Monday, August 16, 2010

August Saltwater Lure of the Month

The History of the August Saltwater Lure of the Month:

August 2010

The Hopkins Spoon was first hammered out by hand from a knife handle in the 1940’s by Robert Hopkins, an avid saltwater fisherman with an itch for a better lure. It was Hopkins’ aim to create a lure with two key characteristics. First, Hopkins wanted the lure to cast unusually well into the wind. He succeeded wildly in this. Hopkins also needed to create a lure that would land a number of different saltwater fish. Mission accomplished. Two lures, the NO=EQL and the Shorty (enclosed), successfully followed on the coattails of the initial “Robert Hopkins” experiment.

It’s true that Robert Hopkins’ original spoon was crafted from everyday cutlery. However, today’s Hopkins Spoons have come a long way, undergoing a rather complicated manufacturing process. First the spoon is forged from stainless steel. Next it’s plated with copper, then plated with nickel, and finally the spoon is chrome-plated for the finest finish possible. All of this hard work pays off the very second the Hopkins Spoon hits the water. Whether cast, trolled, or jigged, the Hopkins Spoon emulates a wounded or sick minnow with an action that drives fish of nearly every species out of their heads.

Featured lure: Hopkins Shorty Spoon
Created by: Robert Hopkins
Created: c. 1940’s
Manufacturer: Hopkins Fishing Lures
Type: Spoon

Cast the Hopkins Shorty Spoon and slowly retrieve allowing the lure to evoke its unmatched life-like minnow action. The Hopkins Shorty Spoon is also deadly when jigged over areas holding bait or large fish.

Friday, August 13, 2010

August Freshwater Lure of the Month

Check out the history of this month's Freshwater Lure of the Month!

"Often Imitated, Never Duplicated”

The Rat-l-Trap was invented by Bill Lewis in his small workshop in Boyce, Louisiana 30 years ago.  This lure is notable because it was the first crankbait of its kind in two respects.  Lewis designed his lure with a built-in rattle chamber and, more importantly, the Rat-l-Trap was the first crankbait to boast a lipless design.  These innovations allow the Rat-l-Trap to create a loud, unique underwater fish-attracting rattle and to display a tight wiggling action at nearly any speed.

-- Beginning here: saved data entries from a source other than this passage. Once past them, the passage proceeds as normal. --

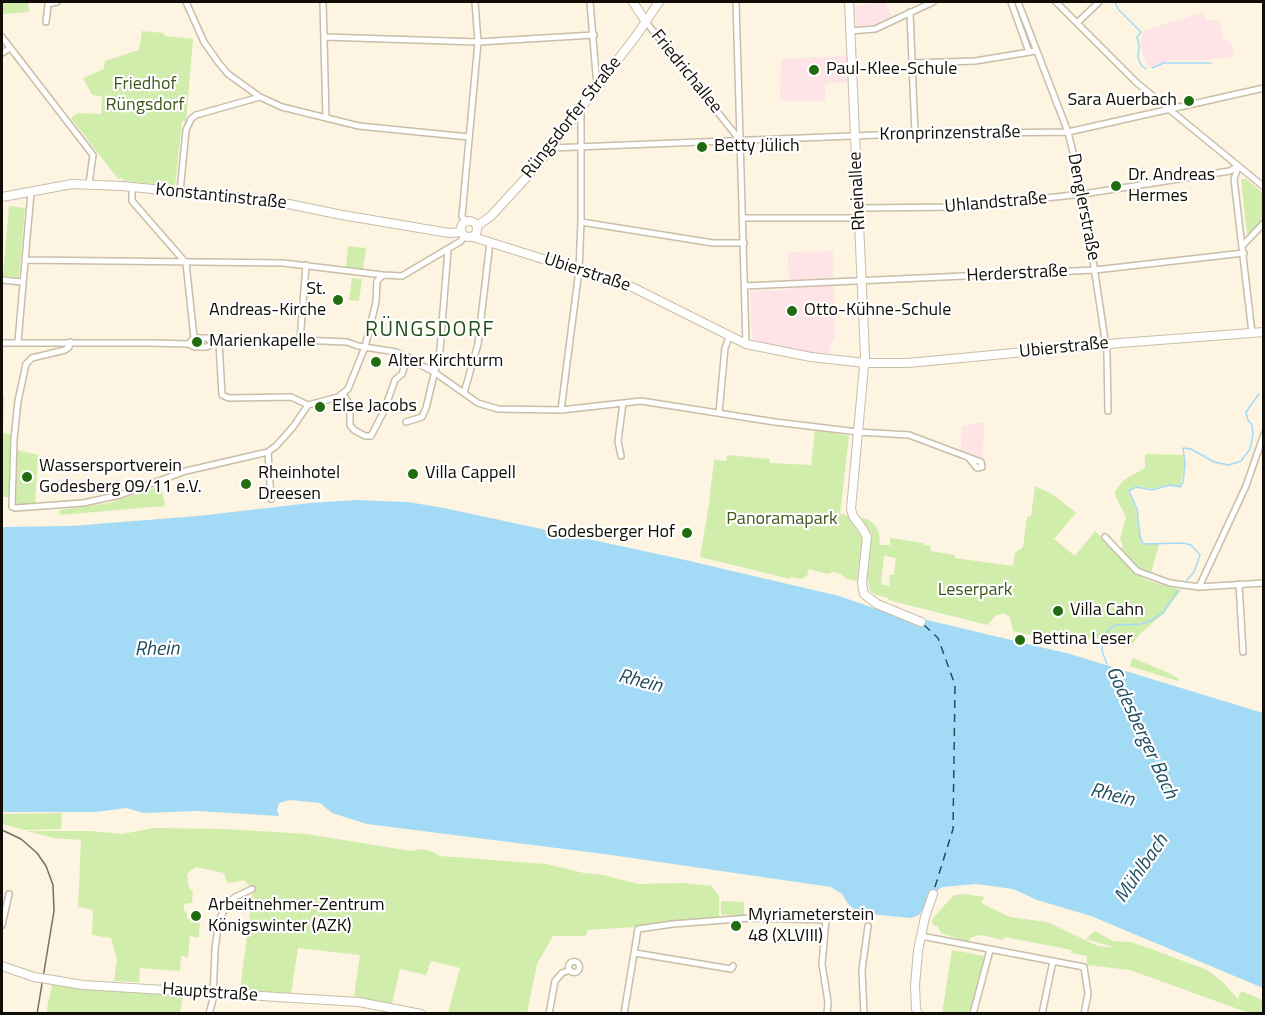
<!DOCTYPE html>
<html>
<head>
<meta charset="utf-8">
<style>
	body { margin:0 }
	#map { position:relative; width:1265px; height:1015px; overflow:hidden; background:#fdf4e1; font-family:"Titillium Web",sans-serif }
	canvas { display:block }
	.frame { position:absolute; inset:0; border:3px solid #120e07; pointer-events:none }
</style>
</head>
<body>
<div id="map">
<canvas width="1265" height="1015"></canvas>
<div class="frame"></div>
</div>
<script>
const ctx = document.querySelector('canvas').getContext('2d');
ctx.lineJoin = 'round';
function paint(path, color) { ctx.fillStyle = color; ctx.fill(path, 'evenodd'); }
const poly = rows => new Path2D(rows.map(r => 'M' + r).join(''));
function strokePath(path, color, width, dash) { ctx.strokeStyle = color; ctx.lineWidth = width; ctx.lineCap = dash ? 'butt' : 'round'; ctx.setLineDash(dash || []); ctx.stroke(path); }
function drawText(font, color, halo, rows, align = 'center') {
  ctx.font = font + ' "Titillium Web",sans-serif'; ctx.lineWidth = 4.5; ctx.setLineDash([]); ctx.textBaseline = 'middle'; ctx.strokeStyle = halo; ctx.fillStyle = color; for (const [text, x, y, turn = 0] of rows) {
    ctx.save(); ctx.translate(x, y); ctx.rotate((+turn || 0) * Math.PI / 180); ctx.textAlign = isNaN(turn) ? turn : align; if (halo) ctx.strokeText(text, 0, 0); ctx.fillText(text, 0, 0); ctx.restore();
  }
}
paint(poly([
	[871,2,885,2,892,16,873,25,856,26,854,7,871,3],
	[1204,12,1207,20,1219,20,1224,40,1231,42,1234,56,1209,60,1173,60,1148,68,1140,43,1143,31],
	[848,56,847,82,825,84,825,101,780,101,781,59],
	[833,251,835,341,831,341,829,355,797,352,752,342,750,293,751,291,789,290,788,252],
	[984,422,983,458,961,450,962,426]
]), '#fee3e7');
paint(poly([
	[2,2,28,2,29,12,3,14],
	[142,31,164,33,165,36,193,39,186,121,182,121,175,186,124,181,122,178,118,179,71,118,78,113,101,114,102,96,92,95,83,78,104,69,105,61,139,50],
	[1241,179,1246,179,1263,193,1263,220,1249,234,1247,233],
	[9,206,25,208,19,277,3,276],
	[348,246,366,248,363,269,346,267],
	[352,278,362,279,359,301,349,300],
	[2,397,4,397,3,433,10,434,9,497,2,497],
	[815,430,849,436,840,514,847,515,862,538,857,581,847,579,840,574,833,572,827,574,809,569,807,576,802,579,790,577,790,579,700,557,709,504,714,460,726,461,727,455,770,459,770,463,811,465],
	[17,450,38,455,35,504,18,505,16,503],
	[1145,454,1183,455,1185,462,1180,487,1171,484,1153,489,1136,486,1128,491,1136,509,1141,543,1159,544,1150,577,1139,572,1119,550,1123,547,1120,539,1126,517,1116,497,1115,491,1124,480,1145,468],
	[161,486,165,506,60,515,59,510,109,503],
	[1035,486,1052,494,1076,513,1054,539,1075,556,1095,531,1136,574,1149,581,1181,590,1164,613,1140,634,1131,646,1127,647,1100,637,1099,639,1073,639,1030,635,1013,631,1010,617,1003,613,995,616,988,625,888,600,888,598,876,595,870,591,867,576,872,535,860,517,867,519,875,525,879,533,880,545,890,545,890,538,923,543,923,545,931,546,930,551,955,555,955,558,1013,566,1015,553,1023,547,1027,517,1031,516],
	[884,556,896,558,894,575,890,575,889,586,881,584],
	[1133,658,1169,673,1179,679,1178,681,1129,666],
	[62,813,61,829,25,830,2,824,2,814],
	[154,828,225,829,306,834,411,851,422,849,433,852,440,856,546,864,584,873,603,875,638,884,684,883,712,886,719,896,719,919,683,920,648,926,588,930,585,936,553,936,537,964,527,1013,448,1013,460,968,431,961,426,975,400,969,392,1004,354,996,360,955,298,948,291,993,240,990,253,890,244,880,231,883,227,882,224,873,195,867,187,874,189,888,193,891,192,903,184,904,184,910,187,913,187,919,200,919,199,938,190,936,188,957,181,956,180,971,140,968,139,982,114,981,117,959,111,938,92,935,93,910,78,907,81,840,53,838,27,831,91,831,122,834],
	[965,894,984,897,981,903,1010,917,1047,922,1098,946,1116,948,1086,939,1095,931,1113,941,1130,942,1149,948,1207,970,1223,982,1238,999,1241,991,1263,1000,1263,1013,1249,1013,1130,970,1087,965,1087,956,1071,953,1072,950,1005,937,1002,940,981,935,972,937,968,942,941,933,938,927,932,924,933,918,954,895],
	[721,901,744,902,744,916,721,915],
	[952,950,985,956,971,1013,942,1014],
	[52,984,79,988,183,995,180,1013,46,1014]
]), '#d1edab');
paint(poly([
	[356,500,408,502,444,508,681,559,839,596,920,624,923,619,1070,654,1263,713,1263,988,1091,916,1037,900,1013,889,976,884,942,887,933,894,919,915,911,918,859,913,848,904,842,894,831,887,604,854,367,824,332,813,320,803,290,800,279,803,277,811,279,816,198,811,144,813,126,808,96,812,2,812,2,527,71,526,198,516,310,503]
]), '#a3dbf7');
strokePath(poly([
	[1115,2,1118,9,1141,32,1137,37,1139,46,1138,57,1141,65,1146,69],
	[1152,68,1164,63,1211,63],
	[1187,580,1194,572,1200,555,1191,545,1183,543,1143,544,1140,536,1137,509,1129,491,1136,487,1152,490,1170,485,1180,487,1183,482,1185,463,1183,448,1191,449,1214,462,1229,465,1241,461,1250,449,1253,435,1252,425,1248,420,1246,412,1259,394],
	[1107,664,1102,651,1103,639,1110,628,1116,625,1142,624,1152,620,1163,613,1178,590]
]), '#a3dbf7', 1.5);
strokePath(poly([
	[924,625,938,638,955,685,953,829,934,890]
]), '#234e62', 1.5, [8, 6]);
const street = poly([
	[186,2,204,42,218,62,228,74,260,97,282,107,359,126,469,137],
	[323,2,326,118],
	[590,2,597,87],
	[736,2,746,344],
	[1011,2,1029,52],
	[1018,2,1068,132,1083,194,1107,353,1108,411],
	[1056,2,1137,83,1264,187],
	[910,12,915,134],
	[46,22,48,4,57,2],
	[646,22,739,139],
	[1077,23,1099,2],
	[850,31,875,29,933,2],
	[2,37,93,155,89,184],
	[325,37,478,42,594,35],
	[2,53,10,48],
	[912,63,975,61,1036,51],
	[551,148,902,134,1068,132,1264,88],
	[1238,167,1234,179,1252,333],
	[132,187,132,201,186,263,194,338],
	[180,192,186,130,191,119,196,115,260,97],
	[858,208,961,207,1083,194,1230,171,1237,166],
	[743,218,859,218],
	[465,222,462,216,478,42,475,2],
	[581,222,713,243,744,243],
	[1243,245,1264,223],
	[25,260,283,263,383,275],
	[2,280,23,282],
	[745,286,1095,270,1244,253],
	[300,340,306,265],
	[18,342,31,192],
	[70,342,69,347,65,350,32,358,26,364,18,401,14,439,12,507,15,508,83,503,120,495,186,471,268,452,276,446,293,427,308,405,338,397,348,389,365,347,376,302,377,281,383,275,402,276,461,241,464,235],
	[2,343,151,343,188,344,195,347,207,347,213,343,207,338,194,338,188,344],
	[213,343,300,340,347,342,358,346,396,352,434,372,478,403,498,409,561,410,641,401,775,422,858,432,909,435,981,462,982,467,977,468,968,457],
	[219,343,222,395,229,398,291,397,308,405],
	[464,393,478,344,490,242],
	[343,394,350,405,350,425,354,430,365,436,371,436,384,411,395,380,402,374,408,357],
	[561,410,579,270,581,222,581,109],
	[719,413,725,348,729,337],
	[406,422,422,417,426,408,440,350,448,249],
	[268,452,271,499],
	[621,456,618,441,623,403],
	[1105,537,1137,571,1170,583,1199,587,1264,583],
	[1239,584,1243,652],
	[1199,587,1246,486,1264,434],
	[2,925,9,894],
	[921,936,1084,967,1088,994,1084,1014],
	[635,953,731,969,733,966],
	'568.5 967a5.5 5.5 0 1 1 11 0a5.5 5.5 0 1 1-11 0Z',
	[209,1014,213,999,215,949,219,920,228,903,235,897,252,889],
	[549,1014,555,981,562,973,570,970],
	[624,1014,638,929,673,924,750,918,826,920,822,964,828,1002,827,1014],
	[864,1014,862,970,868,926],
	[973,1014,990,950],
	[1042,1014,1053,961]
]);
const secondary = poly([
	[633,2,646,22],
	[849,2,865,355,851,509,853,516,862,528,867,537,862,583,864,594,877,604,921,622],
	[2,197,72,184,121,186,269,200,342,215,449,233,461,232],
	'461 229a8 8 0 1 1 16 0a8 8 0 1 1-16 0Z',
	[477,226,491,216,535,168,636,36,659,2],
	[473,237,632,287,746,344,811,357,865,363,908,363,1120,343,1264,332],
	[2,966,34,977],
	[47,979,83,985,359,1002,421,1014],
	[918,1014,916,1009,915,985,918,951,925,917,933,894]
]);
strokePath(street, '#c9bea7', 8);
strokePath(secondary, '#c9bea7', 10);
strokePath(street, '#fff', 5);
strokePath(secondary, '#fff', 8);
strokePath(poly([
	[2,830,21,839,37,853,46,866,53,885,54,911,37,1014]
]), '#756f62', 1.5);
const secondaryBridge = poly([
	[34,977,47,979]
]);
strokePath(secondaryBridge, '#c9bea7', 10, []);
strokePath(secondaryBridge, '#fff', 8);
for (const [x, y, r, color] of [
	[814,70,6,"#216c0e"],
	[1189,101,6,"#216c0e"],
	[702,147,6,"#216c0e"],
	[1116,186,6,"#216c0e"],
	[338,300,6,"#216c0e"],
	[792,311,6,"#216c0e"],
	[197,342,6,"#216c0e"],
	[376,362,6,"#216c0e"],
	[320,407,6,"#216c0e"],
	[413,474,6,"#216c0e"],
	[27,477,6,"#216c0e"],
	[246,484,6,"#216c0e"],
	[687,533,6,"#216c0e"],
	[1058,611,6,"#216c0e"],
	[1020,640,6,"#216c0e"],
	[196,916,6,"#216c0e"],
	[736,926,6,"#216c0e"]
]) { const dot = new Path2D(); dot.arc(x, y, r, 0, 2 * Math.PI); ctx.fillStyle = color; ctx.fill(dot); strokePath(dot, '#fff', 2); }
drawText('18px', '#120e07', '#fff', [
	["Paul-Klee-Schule",826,70],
	["Sara Auerbach",1177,101,"right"],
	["Betty Jülich",714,147],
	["Dr. Andreas",1128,176],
	["Hermes",1128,197],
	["St.",326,290,"right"],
	["Andreas-Kirche",326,311,"right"],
	["Otto-Kühne-Schule",804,311],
	["Marienkapelle",209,342],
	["Alter Kirchturm",388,362],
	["Else Jacobs",332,407],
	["Wassersportverein",39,467],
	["Godesberg 09/11 e.V.",39,488],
	["Rheinhotel",258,474],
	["Dreesen",258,495],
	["Villa Cappell",425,474],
	["Godesberger Hof",675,533,"right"],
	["Villa Cahn",1070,611],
	["Bettina Leser",1032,640],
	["Arbeitnehmer-Zentrum",208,906],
	["Königswinter (AZK)",208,927],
	["Myriameterstein",748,916],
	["48 (XLVIII)",748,937]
], 'left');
drawText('18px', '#120e07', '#fff', [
	["Friedrichallee",686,72,51],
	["Rüngsdorfer Straße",572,118,-52],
	["Kronprinzenstraße",950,134,-1],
	["Rheinallee",858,191,-93],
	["Konstantinstraße",221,197,6],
	["Uhlandstraße",996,203,-5],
	["Denglerstraße",1083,207,79],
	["Ubierstraße",587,273,18],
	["Herderstraße",1017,274,-3],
	["Ubierstraße",1064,348,-6],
	["Hauptstraße",210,993,4]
]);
drawText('18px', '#43581e', '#fff', [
	["Friedhof",145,85],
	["Rüngsdorf",145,106],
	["Panoramapark",782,520],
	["Leserpark",975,591]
]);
drawText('italic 20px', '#234e62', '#fff', [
	["Rhein",157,650,-1],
	["Rhein",640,682,14],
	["Godesberger Bach",1141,733,65],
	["Rhein",1112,796,14],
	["Mühlbach",1142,869,-55]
]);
ctx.letterSpacing = '1.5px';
drawText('21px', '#204f17', '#fff', [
	["RÜNGSDORF",430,331]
]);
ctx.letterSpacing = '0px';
</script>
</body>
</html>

Bill Lewis got his start selling the lure from the trunk of his car throughout Louisiana and Texas.  He knew immediately that he had a hit on his hands.  The Rat-l-Trap rapidly became one of the most sought after lures on the bass fishing circuit.  Today, the lure is a mainstay in most anglers’ tackle boxes and is fished successfully in saltwater and freshwater alike.

This made-by-hand lure has proven itself effective on big bass, stripers, and other game fish in all types of water.  It has been so successful, in fact, that nearly all recognized lure manufacturers now sell their own variation of this unique lure -- quite a compliment to Bill Lewis's ingenuity.  It’s interesting to note that there has not been a single change made to the Rat-l-Trap original design since its introduction, although Bill Lewis Lures has released several different versions of the original.  This truly classic lure can be found in a number of different sizes and dressed in literally dozens of colors.

The First Blog

Thanks for coming and visiting the blog!  This blog is being created to help update customers on important new products or fishing gifts, to post the histories of the Lures of the Month as they get selected, and to just plain talk fishing!  Enjoy the site!